Problem statement
Pull each line containing "above" out of the data and copy it.

Given records
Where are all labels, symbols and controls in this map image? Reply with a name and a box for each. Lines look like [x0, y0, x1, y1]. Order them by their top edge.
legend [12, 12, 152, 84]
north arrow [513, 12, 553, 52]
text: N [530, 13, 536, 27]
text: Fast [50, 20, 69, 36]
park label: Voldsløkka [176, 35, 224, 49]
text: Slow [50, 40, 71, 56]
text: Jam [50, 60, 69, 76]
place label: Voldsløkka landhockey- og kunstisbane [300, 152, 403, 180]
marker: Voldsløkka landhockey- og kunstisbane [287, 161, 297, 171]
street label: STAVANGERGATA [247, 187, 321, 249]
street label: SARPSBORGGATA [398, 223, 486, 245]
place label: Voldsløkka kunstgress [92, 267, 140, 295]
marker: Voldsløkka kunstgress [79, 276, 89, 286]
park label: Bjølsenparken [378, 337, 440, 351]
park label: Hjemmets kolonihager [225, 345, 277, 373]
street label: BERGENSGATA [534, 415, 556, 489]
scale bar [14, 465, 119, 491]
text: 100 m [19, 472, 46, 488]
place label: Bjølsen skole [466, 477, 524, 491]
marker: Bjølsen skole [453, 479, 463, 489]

---

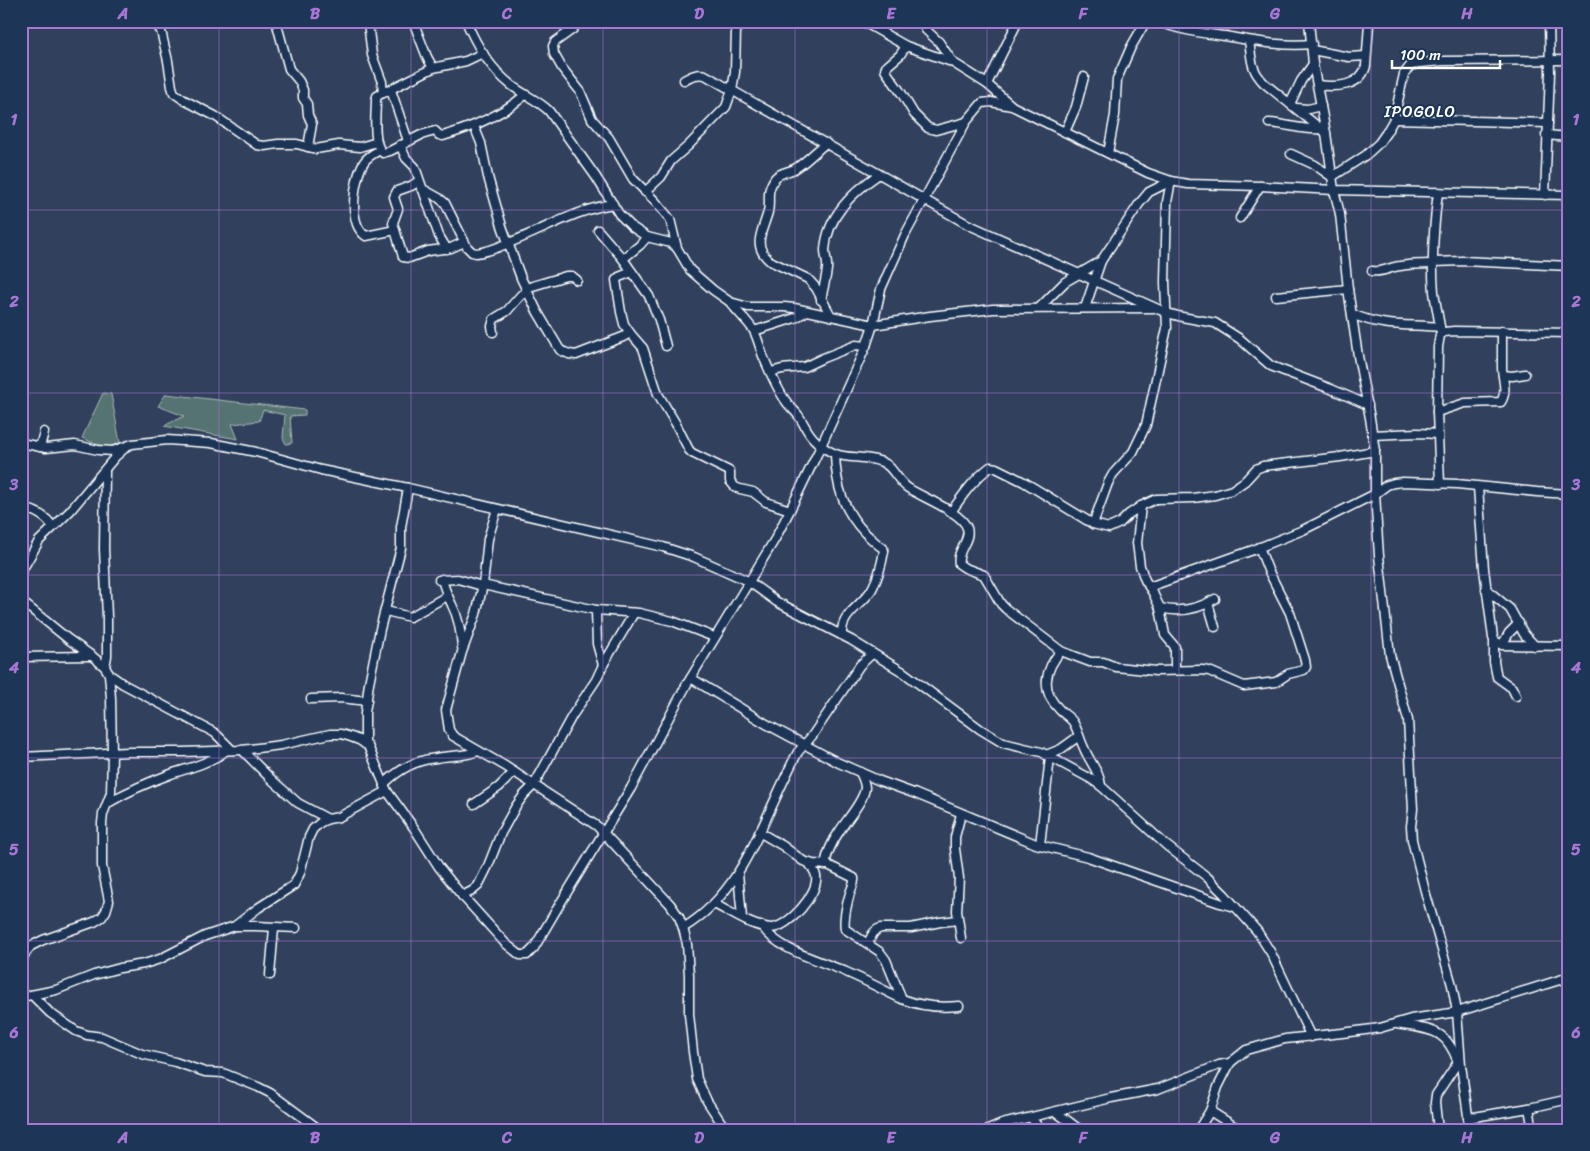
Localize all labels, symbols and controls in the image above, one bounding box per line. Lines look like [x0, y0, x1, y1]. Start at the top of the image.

--

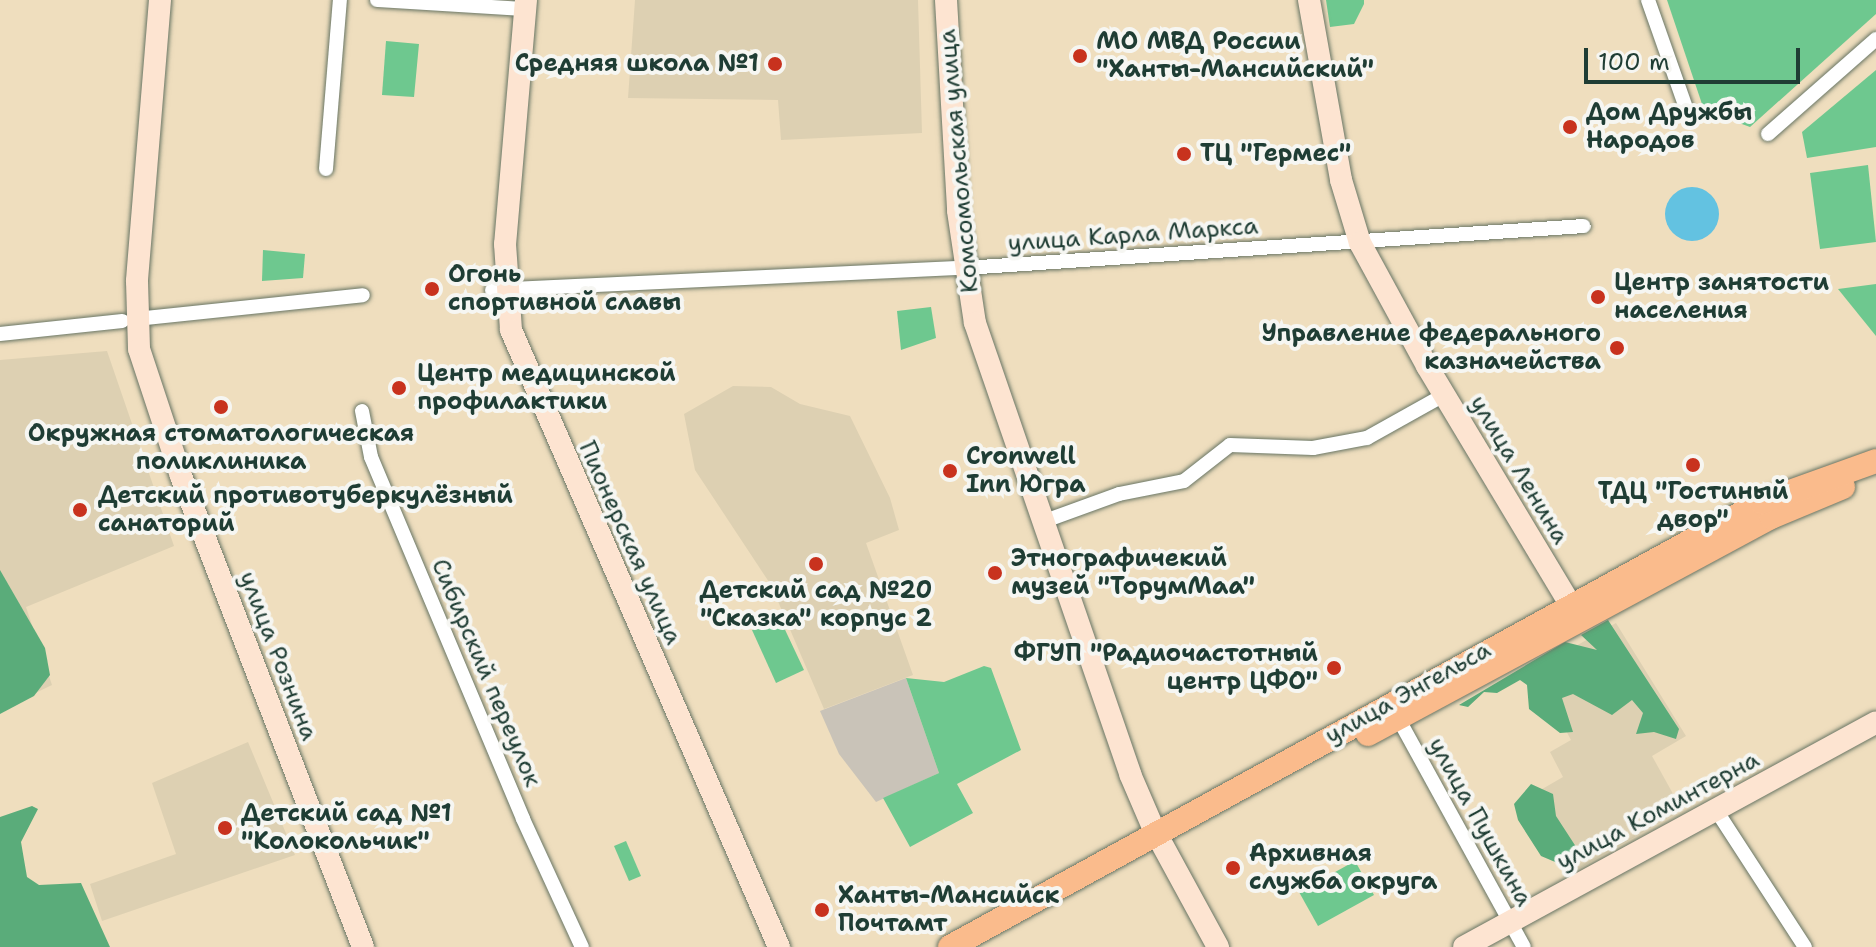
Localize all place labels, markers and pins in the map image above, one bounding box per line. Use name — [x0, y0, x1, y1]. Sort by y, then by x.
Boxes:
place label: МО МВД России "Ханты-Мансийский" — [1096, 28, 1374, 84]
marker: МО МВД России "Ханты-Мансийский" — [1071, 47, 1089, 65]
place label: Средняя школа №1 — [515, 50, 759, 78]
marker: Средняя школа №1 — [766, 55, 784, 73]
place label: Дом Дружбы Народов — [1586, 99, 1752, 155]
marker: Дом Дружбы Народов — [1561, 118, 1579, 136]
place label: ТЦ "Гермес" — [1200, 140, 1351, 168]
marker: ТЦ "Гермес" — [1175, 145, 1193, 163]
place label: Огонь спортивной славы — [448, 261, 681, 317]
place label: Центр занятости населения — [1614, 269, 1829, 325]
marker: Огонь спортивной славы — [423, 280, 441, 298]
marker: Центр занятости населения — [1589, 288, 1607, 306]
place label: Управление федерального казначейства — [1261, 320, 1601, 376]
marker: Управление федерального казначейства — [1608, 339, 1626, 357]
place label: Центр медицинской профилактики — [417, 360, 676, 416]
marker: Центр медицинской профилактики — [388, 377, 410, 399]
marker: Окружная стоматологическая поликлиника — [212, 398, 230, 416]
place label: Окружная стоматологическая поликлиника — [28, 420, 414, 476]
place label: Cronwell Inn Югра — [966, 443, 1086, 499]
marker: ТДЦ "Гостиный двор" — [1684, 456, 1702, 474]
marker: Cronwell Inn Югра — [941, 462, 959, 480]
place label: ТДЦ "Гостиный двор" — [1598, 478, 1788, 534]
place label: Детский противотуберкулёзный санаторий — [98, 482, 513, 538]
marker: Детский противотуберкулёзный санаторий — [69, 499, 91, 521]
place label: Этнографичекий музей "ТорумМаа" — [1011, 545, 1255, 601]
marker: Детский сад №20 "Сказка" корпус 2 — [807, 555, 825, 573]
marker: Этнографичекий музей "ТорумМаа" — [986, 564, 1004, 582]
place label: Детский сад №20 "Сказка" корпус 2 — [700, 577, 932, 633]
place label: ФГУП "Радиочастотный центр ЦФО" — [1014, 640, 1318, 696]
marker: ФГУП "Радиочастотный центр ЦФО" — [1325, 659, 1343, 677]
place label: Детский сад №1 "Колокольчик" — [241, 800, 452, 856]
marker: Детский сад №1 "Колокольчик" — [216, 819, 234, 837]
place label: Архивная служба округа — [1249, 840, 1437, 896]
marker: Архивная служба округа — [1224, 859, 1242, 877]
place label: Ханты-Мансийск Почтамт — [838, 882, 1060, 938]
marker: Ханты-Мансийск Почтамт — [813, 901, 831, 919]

Answer for this exercise
Localize all labels, symbols and controls in the image above, one bounding box per line. Lines look like [x0, y0, x1, y1]. Start at the top of the image.
Localize all place labels, markers and pins in the map image above, one bounding box per line. Use name — [x0, y0, x1, y1]. Sort by y, then by x.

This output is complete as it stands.